When Google drops a new AI model, the marketing world pays attention. The latest? An oddly named but seriously powerful tool called Nano Banana—also known as Gemini 2.5 Flash Image. It’s the company’s next leap in AI image generation and editing, and early impressions suggest this one could actually live up to the hype.
So what makes Nano Banana different from the sea of image generators already out there? For one, it’s fast. It can take a simple text prompt and spin up highly detailed images in seconds. But more importantly, it brings a level of consistency that marketers, designers, and creators have been asking for—whether that’s keeping a brand character on-model across multiple edits or seamlessly blending reference photos into one polished visual.
For anyone in marketing, this is big. It means rapid iteration on ad creative, effortless storyboarding, and the ability to scale visuals across channels without losing control of your brand’s look and feel.
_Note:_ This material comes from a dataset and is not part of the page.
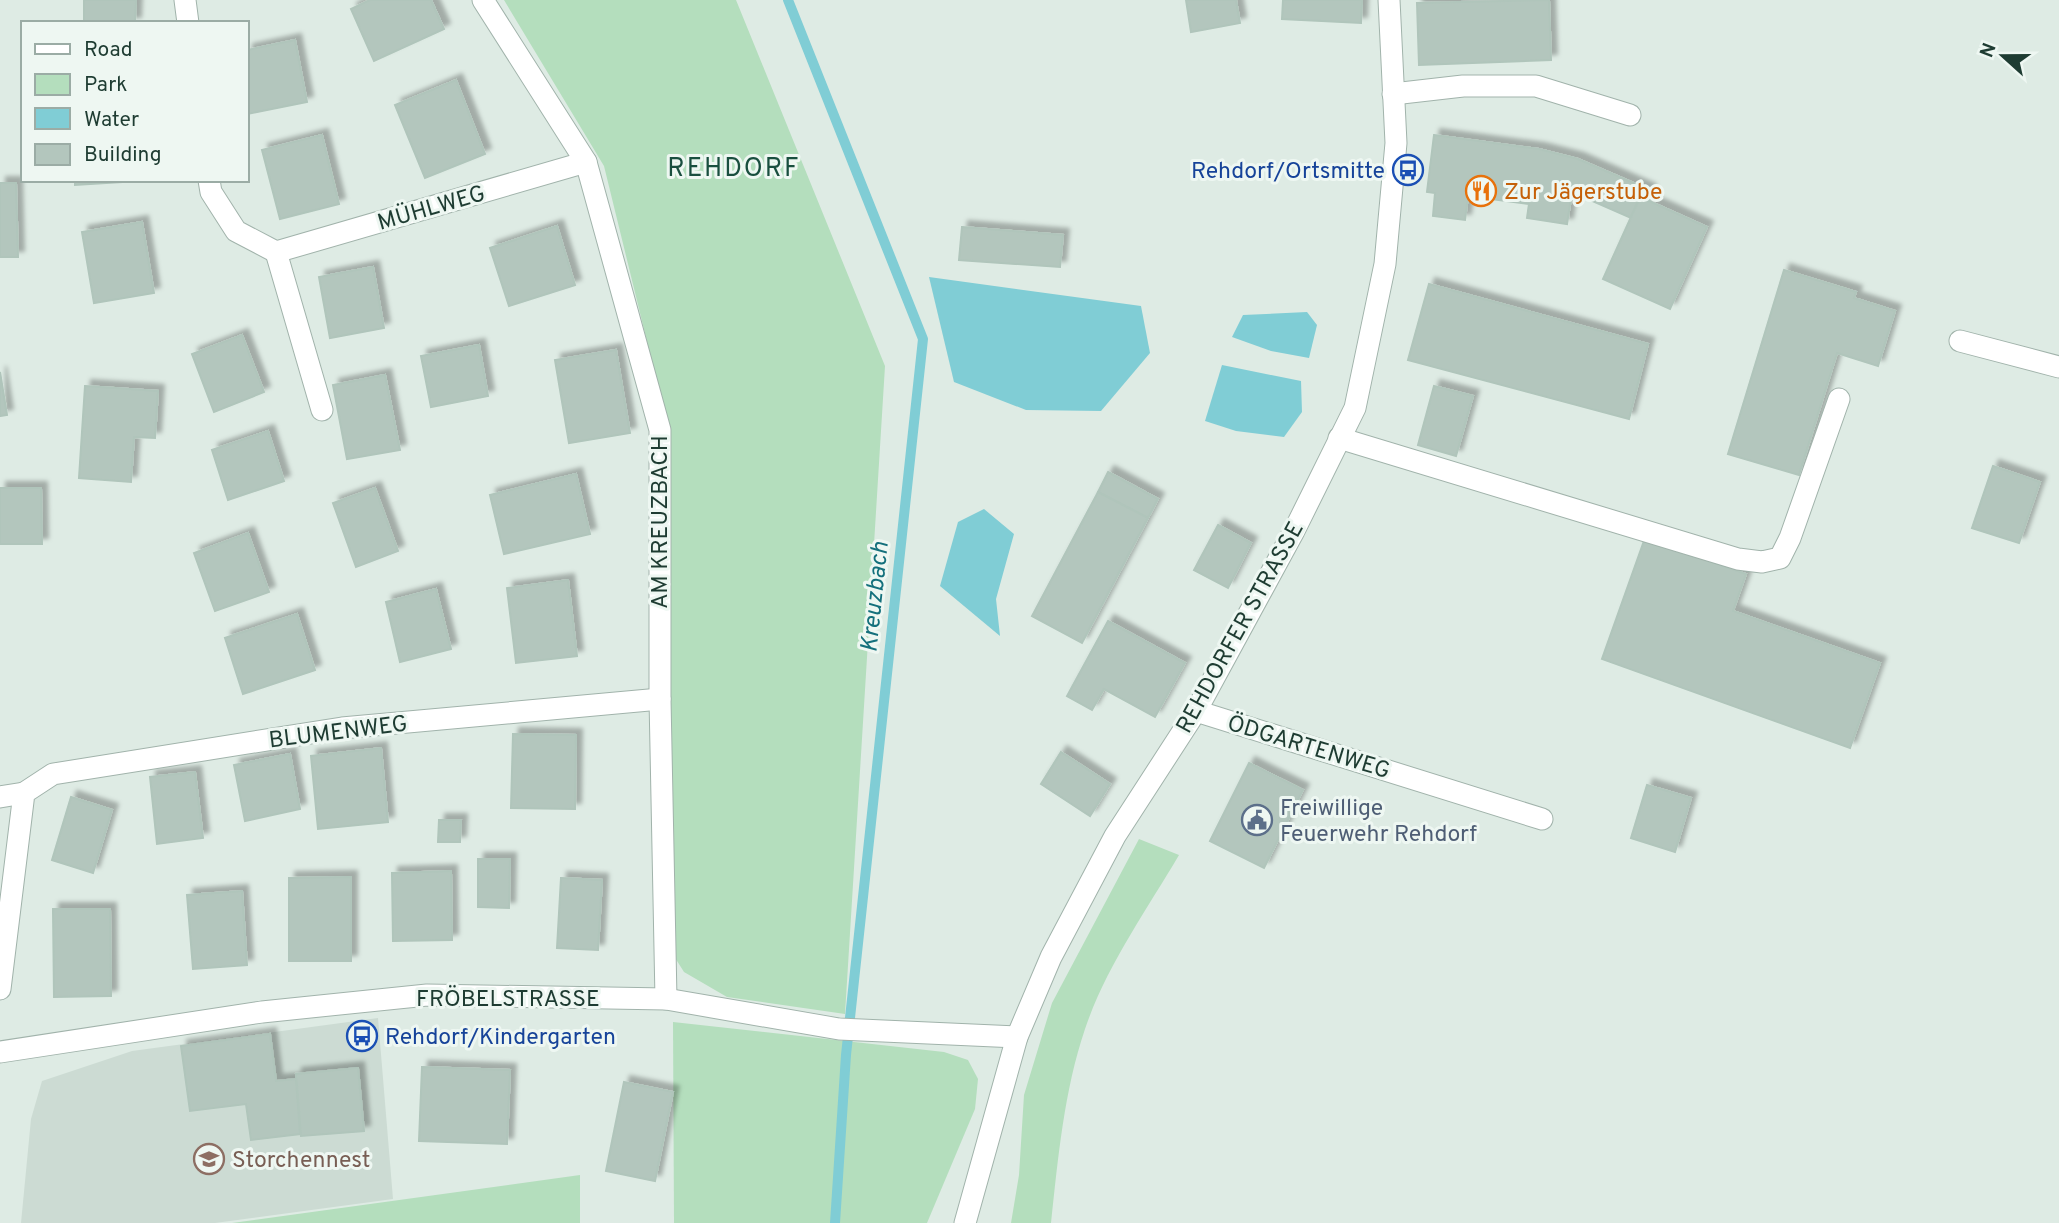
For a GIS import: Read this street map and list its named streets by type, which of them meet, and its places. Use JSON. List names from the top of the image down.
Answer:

And since it’s available through Google’s Gemini app and developer tools, it’s built to slot directly into real creative workflows.
In this first look, I’ll walk through some of the images I’ve been generating with Nano Banana and explore where it shines—and where it still has room to grow.
Testing Character Recreation & Consistency
Using Google AI Studio I started with a previously generated AI image of a female character that was made using Stable Diffusion. I wanted to see if the new Gemini 2.5 Flash Image model could take the character, keep many of the attributes and add her to a new image.
This was my starting image.

Additional Testing With Cappuccino Ballerina
I found an AI generated image of the character Cappuccino Ballerina on Leonardo AI. There is a lot going on with it as the character is complicated in design, is in motion, has a specific facial expression and is in highly stylized surroundings.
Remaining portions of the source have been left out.